企業年金のポータビリティの拡充
 
将来への年金受給への道がいちだんと広くなりました


 2004年の公的年金改正による企業年金通算に係る項目が、10月1日に施行されました。これにより、転籍・退職をした場合の加入期間の通算制度、所謂ポータビリティが拡充され、将来の年金受給につながる道がさらに広がることになります。
 

年金を受給のための要件


 当基金では、年金を受けるための要件を次のように定めています。

(1) 加入期間が15年以上(2004年4月以前に移行前の厚生年金基金加入員だった人は、その期間も含みます)
(2) 退職時(加入者資格喪失時)の年齢が50歳以上


  これらの要件を満たさない場合は、年金ではなく一時金として受けることになります。
これを「脱退一時金」と言います。一時金額は、退職時の個人口座残高となります。

 ただし、(1)の「加入期間15年以上」を満たした上で、(2)の「退職時年齢が50歳以上」を満たさない場合(例:加入期間22年、47歳退職)には、脱退一時金の受給を60歳以上になるまで繰り下げ、年金で受けることができます。(詳細は「年金・一時金の繰上げ・繰下げ受給」をご覧下さい。)
 一方、(1)の「加入期間15年以上」を満たさない場合は、退職時の脱退一時金のみということになり、年金として受ける方法はありませんでした。
   

加入期間が短い場合にも年金を受給できるように改正

 一般に年金の受給には、一定の加入期間は欠かせない要件とされ、それを満たすことなく転職を繰り返すと、せっかく企業年金制度に加入していても将来の年金受給への道が閉ざされてしまいます。この10月から、こうした短期加入者(当基金の場合は加入者期間15年未満)の場合でも、加入期間を通算して年金の受給が出来るよに制度が改正されました。
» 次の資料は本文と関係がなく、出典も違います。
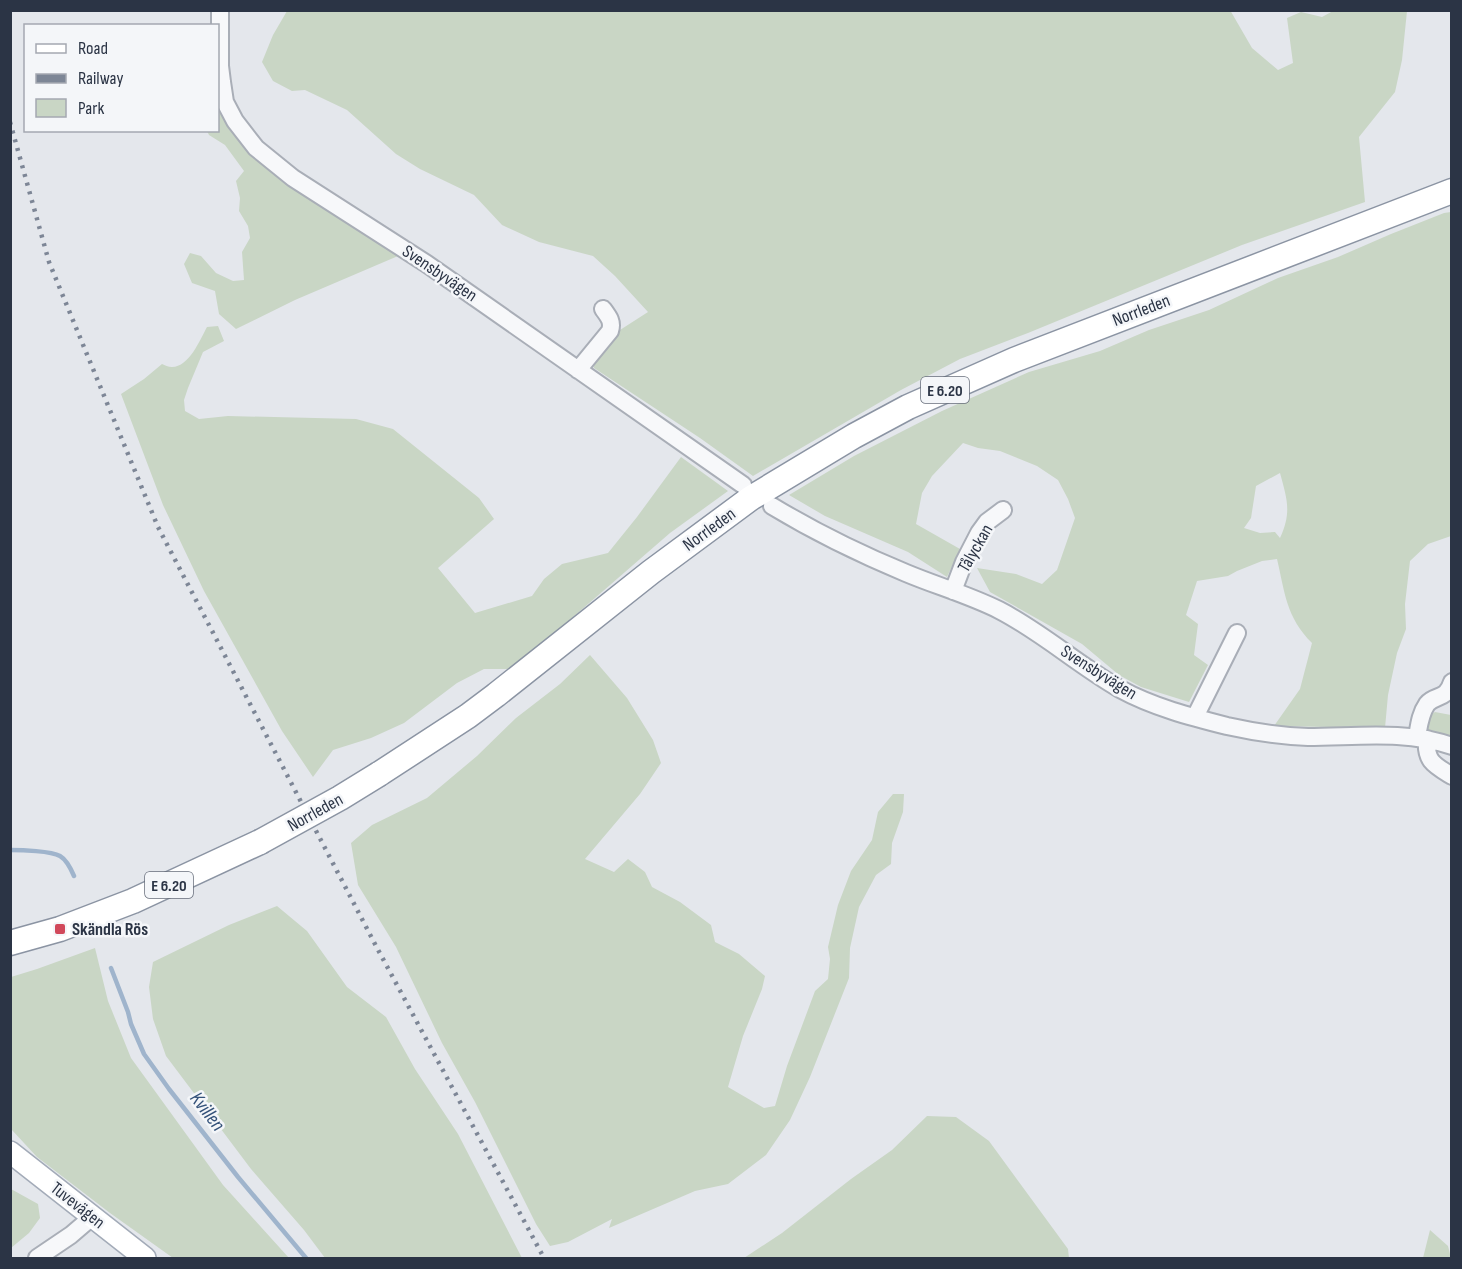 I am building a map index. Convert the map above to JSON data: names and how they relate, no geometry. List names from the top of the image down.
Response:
{
  "streets": {
    "highway": ["Norrleden", "E 6.20"],
    "main road": ["Tuvevägen"],
    "street": ["Svensbyvägen", "Tålyckan"]
  },
  "crossings": [
    ["Svensbyvägen", "Tålyckan"]
  ],
  "water": ["Kvillen"],
  "places": {
    "transit": ["Skändla Rös"]
  },
  "legend": ["Road", "Railway", "Park"]
}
 拡充された通算制度の仕組みは、下図のようになります。
  

(1)
確定拠出年金採用企業への転籍・転職
 
⇒脱退一時金をその個人口座に移すことができ、加入期間も通算される
(2)
企業年金連合会へ脱退一時金を移す
 
⇒移換額を連合会が運用し、それを原資とした通算企業年金を受けられる
なお、ほかの会社の確定給付企業年金・厚生年金基金へ直接脱退一時金を移して加入期間を通算する方法もありますが、これは、転職先の確定給付企業年金・厚生年金基金の規約で受け入れを定めることが必要とされているため、今回は割愛します。
広がる年金通算の選択肢


 新しい企業年金の通算制度では、どういう方法で年金をつなげる(=通算する)かは、本人が選択し、申し出ることになります。そのために必要となる情報は、転職元・転職先の会社または基金が提供する義務を負います。当基金では、転職(資格喪失)時に、以下の基本情報を提供し、下図のような選択方法についてご説明します。

   

中途脱退者に当年金基金が説明・提供する基本情報

(1)
脱退一時金相当額とその算定基礎となった当基金の加入期間
(2)
資格喪失時の選択肢
(3)
脱退一時金を選択した場合の税金の取扱い
(4)
1年以内に再就職した場合の選択肢
(5)
移換申し出の期限
(6)
連合会の通算企業年金・個人型確定拠出年金の制度の概要、手数料及び連絡先
 
基金加入者の選択肢

 退職時に転職先が決まっていないなどの場合は、退職時から1年間に限り選択を保留することも可能です。再就職先が決まったときに、転職元の会社もしくは基金に、選択した内容を申し出てください。

(転職先の確定拠出年金への移換では、退職から1年経過日、または確定拠出年金加入日から3ヵ月経過日の、いずれか早い日が申し出の期限となります。)

 なお、 退職日から1年を超えても申し出を行わなかった場合は、転職元の会社もしくは基金から脱退一時金が支払われることになります。